A gli assunti dal 7 marzo 2015 o trasformati a contratto a tempo indeterminato viene applicato il sistema sanzionatorio per i licenziamenti illegittimi. Il sistema risarcisce, facendo il calcolo in base agli anni di anzianità e sottratto alla discrezione del giudice. Il risarcimento è pari a 2 mensualità per ogni anno di anzianità, con un minimo di 4 mesi e un massimo di 24 mesi (per le piccole imprese da 2 a 6 mesi). I nuovi licenziamenti sono preceduti del nuovo istituto della conciliazione facoltativa, più vantaggioso dal punto di vista fiscale.

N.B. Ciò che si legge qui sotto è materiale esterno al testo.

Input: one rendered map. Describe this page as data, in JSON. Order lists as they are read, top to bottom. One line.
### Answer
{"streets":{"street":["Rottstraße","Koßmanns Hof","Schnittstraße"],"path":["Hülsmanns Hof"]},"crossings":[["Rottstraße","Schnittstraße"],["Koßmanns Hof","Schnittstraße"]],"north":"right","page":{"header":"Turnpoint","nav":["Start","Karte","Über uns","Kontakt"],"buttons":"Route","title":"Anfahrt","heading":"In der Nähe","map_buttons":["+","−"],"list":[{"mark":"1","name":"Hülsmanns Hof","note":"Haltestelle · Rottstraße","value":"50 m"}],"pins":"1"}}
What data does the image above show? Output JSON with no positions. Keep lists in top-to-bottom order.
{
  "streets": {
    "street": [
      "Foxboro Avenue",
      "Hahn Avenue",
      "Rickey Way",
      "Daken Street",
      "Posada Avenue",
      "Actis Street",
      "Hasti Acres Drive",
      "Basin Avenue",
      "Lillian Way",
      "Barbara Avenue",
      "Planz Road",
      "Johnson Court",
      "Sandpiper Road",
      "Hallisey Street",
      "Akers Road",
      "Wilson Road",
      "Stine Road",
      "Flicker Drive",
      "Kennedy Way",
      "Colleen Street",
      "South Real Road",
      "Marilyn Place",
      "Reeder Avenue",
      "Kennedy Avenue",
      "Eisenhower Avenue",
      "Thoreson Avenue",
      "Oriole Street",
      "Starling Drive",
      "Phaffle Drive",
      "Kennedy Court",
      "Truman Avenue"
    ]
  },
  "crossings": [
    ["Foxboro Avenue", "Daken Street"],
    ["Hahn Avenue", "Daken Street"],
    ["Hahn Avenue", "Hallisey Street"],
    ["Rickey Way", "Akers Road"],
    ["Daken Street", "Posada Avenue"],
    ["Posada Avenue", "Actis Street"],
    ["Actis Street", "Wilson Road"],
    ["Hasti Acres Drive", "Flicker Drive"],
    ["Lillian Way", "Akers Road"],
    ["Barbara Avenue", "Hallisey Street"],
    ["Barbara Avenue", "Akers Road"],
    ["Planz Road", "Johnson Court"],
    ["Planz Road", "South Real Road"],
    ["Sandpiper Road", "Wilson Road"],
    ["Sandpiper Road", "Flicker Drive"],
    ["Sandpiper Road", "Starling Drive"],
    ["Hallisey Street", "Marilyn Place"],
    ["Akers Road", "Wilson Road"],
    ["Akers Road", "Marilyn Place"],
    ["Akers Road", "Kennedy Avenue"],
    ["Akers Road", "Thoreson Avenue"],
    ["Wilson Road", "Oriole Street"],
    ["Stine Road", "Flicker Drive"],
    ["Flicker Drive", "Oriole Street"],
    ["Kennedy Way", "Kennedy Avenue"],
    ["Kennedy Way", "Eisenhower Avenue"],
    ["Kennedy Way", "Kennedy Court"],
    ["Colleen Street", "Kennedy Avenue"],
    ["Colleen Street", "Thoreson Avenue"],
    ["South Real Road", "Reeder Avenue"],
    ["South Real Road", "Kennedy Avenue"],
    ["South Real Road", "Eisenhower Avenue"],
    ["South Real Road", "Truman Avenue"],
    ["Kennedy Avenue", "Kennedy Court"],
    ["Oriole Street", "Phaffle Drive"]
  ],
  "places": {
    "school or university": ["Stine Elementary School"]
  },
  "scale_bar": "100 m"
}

A CHI SI APPLICA IL SISTEMA A TUTELE CRESCENTI
Rientrano nella categoria (D.lgs. 23/2015):
- lavoratori a tempo determinato convertiti a tempo indeterminato da 7 marzo 2015
- apprendisti in servizio dal 7 marzo 2015
- dipendenti, vecchi e nuovi, delle piccole imprese che effettuano assunzioni dal 7 marzo 2015 e superino l’organico previsto nel vecchio articolo 18
TEMPO DETERMINATO
Il contratto a termine è reso più flessibile dal Jobs Act. I vincoli che il datore di lavoro deve rispettare sono:
- oltre i 36 mesi scatta la trasformazione a indeterminato, indipendentemente dalle interruzioni fino ad un massimo di 5 interruzioni nell’arco temporale dei 36 mesi
- Lo spostamento del termine del contratto:
- Deve essere consegnato al lavoratore, dopo 5 giorni dell’attivazione del contratto
- stop&go: contratti stagionali. La data di termine va comunicata a 10 giorni dalla scadenza, per i contratti fino a 6 mesi, 20 giorni per i contratti superiori ai 6 mesi
Se il lavoratore presta la sua attività per un periodo superiore ai 6 mesi, ha diritto di precedenza all’assunzione a tempo indeterminato, entro i 12 mesi.